■ **Requirement**: Each line from the beginning of the data below through the line containing "function trace(path, color, width, dash)" should be repeated exactly, please.

(Data extracted from a collection)
◇ ◇ ◇ ◇

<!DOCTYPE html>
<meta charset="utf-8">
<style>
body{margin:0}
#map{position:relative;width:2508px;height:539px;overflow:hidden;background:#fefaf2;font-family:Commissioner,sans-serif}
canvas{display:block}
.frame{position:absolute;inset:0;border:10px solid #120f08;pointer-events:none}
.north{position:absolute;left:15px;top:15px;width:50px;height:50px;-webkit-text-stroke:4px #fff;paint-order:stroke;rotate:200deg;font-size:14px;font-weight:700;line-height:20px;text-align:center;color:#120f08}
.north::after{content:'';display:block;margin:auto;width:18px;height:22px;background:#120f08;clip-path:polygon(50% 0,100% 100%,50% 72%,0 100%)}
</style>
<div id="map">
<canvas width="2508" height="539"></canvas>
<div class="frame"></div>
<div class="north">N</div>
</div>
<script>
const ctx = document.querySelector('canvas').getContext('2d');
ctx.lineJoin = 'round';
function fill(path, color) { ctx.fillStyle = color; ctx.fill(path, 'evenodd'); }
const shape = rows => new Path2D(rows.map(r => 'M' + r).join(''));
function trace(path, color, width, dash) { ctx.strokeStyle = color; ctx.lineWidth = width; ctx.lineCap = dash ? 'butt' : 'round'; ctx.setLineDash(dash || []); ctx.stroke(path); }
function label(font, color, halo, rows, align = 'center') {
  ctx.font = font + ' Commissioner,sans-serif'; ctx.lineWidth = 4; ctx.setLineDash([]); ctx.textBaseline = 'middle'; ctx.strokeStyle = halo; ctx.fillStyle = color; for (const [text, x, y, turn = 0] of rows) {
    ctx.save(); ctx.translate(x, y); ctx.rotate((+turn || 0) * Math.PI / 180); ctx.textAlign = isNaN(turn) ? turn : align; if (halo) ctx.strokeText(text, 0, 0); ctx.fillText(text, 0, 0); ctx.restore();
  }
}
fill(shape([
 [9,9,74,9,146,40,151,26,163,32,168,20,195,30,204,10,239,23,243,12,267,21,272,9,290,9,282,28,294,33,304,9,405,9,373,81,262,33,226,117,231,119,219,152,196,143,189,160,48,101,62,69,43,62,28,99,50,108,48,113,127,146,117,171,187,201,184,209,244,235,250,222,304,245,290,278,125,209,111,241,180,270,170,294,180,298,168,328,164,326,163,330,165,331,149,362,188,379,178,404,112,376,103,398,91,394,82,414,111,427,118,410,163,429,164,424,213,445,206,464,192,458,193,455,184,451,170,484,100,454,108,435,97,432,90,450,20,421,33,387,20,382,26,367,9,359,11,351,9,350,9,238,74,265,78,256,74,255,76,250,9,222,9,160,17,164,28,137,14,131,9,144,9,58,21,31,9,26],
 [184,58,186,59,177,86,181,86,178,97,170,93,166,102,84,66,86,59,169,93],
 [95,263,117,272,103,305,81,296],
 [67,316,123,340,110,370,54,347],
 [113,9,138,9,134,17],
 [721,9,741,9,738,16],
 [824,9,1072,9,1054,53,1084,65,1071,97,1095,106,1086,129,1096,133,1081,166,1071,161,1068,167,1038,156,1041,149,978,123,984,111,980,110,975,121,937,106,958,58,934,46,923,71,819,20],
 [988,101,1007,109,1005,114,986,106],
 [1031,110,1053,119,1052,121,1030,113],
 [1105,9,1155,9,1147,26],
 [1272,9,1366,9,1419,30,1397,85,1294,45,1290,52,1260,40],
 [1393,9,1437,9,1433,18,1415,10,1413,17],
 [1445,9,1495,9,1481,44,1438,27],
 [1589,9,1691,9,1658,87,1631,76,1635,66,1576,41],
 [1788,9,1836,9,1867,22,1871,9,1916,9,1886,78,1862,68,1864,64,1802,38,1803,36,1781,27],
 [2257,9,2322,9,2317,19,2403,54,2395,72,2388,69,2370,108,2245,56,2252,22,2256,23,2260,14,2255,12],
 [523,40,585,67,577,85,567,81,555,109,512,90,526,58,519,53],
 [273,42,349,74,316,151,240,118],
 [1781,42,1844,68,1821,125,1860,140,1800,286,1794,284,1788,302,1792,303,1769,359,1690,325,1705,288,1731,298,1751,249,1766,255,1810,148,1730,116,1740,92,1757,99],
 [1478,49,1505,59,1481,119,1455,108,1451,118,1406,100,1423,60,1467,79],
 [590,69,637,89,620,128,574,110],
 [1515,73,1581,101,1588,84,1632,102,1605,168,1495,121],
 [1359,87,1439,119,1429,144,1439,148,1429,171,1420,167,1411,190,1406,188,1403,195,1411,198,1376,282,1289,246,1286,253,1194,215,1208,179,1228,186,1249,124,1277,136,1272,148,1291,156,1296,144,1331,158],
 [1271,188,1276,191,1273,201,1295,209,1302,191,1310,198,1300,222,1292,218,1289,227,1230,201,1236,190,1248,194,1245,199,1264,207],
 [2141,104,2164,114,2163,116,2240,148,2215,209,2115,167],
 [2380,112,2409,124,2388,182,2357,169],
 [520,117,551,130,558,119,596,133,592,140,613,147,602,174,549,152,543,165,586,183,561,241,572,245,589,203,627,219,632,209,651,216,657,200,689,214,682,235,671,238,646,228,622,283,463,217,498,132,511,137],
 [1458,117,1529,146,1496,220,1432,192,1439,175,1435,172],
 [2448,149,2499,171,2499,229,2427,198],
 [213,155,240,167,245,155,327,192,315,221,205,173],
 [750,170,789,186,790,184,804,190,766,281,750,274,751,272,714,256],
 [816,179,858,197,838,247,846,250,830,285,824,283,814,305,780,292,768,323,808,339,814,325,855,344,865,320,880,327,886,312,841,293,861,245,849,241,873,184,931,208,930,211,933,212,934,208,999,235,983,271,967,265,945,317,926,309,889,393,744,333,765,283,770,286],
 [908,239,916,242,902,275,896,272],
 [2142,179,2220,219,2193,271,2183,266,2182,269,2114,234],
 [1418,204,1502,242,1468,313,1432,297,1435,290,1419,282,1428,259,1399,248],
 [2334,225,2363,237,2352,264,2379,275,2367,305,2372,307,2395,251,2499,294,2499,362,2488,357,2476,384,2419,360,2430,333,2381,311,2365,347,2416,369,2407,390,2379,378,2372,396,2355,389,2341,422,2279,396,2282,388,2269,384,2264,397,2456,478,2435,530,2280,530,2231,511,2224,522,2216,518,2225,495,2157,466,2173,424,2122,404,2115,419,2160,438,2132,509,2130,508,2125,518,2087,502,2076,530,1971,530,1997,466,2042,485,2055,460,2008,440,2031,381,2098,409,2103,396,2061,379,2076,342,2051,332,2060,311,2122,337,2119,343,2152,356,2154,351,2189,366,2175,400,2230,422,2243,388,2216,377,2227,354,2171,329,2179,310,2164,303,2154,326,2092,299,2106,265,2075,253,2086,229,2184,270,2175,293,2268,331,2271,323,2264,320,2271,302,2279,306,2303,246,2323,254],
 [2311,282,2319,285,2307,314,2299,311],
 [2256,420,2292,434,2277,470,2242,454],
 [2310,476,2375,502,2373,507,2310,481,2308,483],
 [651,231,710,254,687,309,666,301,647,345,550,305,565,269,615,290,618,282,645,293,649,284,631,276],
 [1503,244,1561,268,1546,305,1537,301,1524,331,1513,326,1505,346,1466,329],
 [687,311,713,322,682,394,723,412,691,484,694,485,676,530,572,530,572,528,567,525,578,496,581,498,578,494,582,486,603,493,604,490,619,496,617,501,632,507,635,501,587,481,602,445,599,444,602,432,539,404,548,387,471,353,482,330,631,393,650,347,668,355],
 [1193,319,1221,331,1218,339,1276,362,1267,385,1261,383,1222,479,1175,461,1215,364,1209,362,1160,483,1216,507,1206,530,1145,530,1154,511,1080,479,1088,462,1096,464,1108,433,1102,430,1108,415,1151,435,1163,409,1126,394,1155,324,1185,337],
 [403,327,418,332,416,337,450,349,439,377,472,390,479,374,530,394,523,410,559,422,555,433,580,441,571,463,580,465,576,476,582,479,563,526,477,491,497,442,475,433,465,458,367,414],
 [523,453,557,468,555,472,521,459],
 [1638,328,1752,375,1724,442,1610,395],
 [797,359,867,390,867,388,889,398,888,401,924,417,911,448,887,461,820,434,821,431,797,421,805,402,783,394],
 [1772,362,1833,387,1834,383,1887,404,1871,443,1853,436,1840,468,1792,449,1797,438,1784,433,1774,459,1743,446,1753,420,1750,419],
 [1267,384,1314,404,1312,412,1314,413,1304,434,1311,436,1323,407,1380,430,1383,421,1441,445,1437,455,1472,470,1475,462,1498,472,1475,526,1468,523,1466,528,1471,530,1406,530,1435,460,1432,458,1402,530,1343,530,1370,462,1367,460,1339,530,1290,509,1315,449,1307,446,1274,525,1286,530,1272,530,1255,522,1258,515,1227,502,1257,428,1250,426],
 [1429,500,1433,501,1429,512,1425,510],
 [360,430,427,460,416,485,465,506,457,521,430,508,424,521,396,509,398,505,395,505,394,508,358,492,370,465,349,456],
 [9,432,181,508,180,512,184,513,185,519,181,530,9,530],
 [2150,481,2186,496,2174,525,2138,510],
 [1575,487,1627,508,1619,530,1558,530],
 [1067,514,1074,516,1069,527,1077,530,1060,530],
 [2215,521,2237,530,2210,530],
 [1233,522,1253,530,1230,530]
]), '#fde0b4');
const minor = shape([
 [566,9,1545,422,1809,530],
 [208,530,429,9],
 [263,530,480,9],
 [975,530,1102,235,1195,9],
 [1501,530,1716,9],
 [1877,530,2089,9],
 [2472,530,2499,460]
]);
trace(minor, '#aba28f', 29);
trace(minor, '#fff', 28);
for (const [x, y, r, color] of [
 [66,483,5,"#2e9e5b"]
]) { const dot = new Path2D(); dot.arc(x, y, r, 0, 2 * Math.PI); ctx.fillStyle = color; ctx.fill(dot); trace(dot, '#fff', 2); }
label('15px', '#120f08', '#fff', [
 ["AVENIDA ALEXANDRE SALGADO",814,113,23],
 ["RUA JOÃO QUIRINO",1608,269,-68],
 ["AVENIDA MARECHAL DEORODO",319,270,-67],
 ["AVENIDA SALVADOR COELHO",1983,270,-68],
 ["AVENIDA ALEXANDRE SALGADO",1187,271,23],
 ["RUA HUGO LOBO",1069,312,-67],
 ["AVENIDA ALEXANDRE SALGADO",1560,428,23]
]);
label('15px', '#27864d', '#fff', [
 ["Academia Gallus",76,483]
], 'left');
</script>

◇ ◇ ◇ ◇

■ **Exercise result**:
<!DOCTYPE html>
<meta charset="utf-8">
<style>
body{margin:0}
#map{position:relative;width:2508px;height:539px;overflow:hidden;background:#fefaf2;font-family:Commissioner,sans-serif}
canvas{display:block}
.frame{position:absolute;inset:0;border:10px solid #120f08;pointer-events:none}
.north{position:absolute;left:15px;top:15px;width:50px;height:50px;-webkit-text-stroke:4px #fff;paint-order:stroke;rotate:200deg;font-size:14px;font-weight:700;line-height:20px;text-align:center;color:#120f08}
.north::after{content:'';display:block;margin:auto;width:18px;height:22px;background:#120f08;clip-path:polygon(50% 0,100% 100%,50% 72%,0 100%)}
</style>
<div id="map">
<canvas width="2508" height="539"></canvas>
<div class="frame"></div>
<div class="north">N</div>
</div>
<script>
const ctx = document.querySelector('canvas').getContext('2d');
ctx.lineJoin = 'round';
function fill(path, color) { ctx.fillStyle = color; ctx.fill(path, 'evenodd'); }
const shape = rows => new Path2D(rows.map(r => 'M' + r).join(''));
function trace(path, color, width, dash) { ctx.strokeStyle = color; ctx.lineWidth = width; ctx.lineCap = dash ? 'butt' : 'round'; ctx.setLineDash(dash || []); ctx.stroke(path); }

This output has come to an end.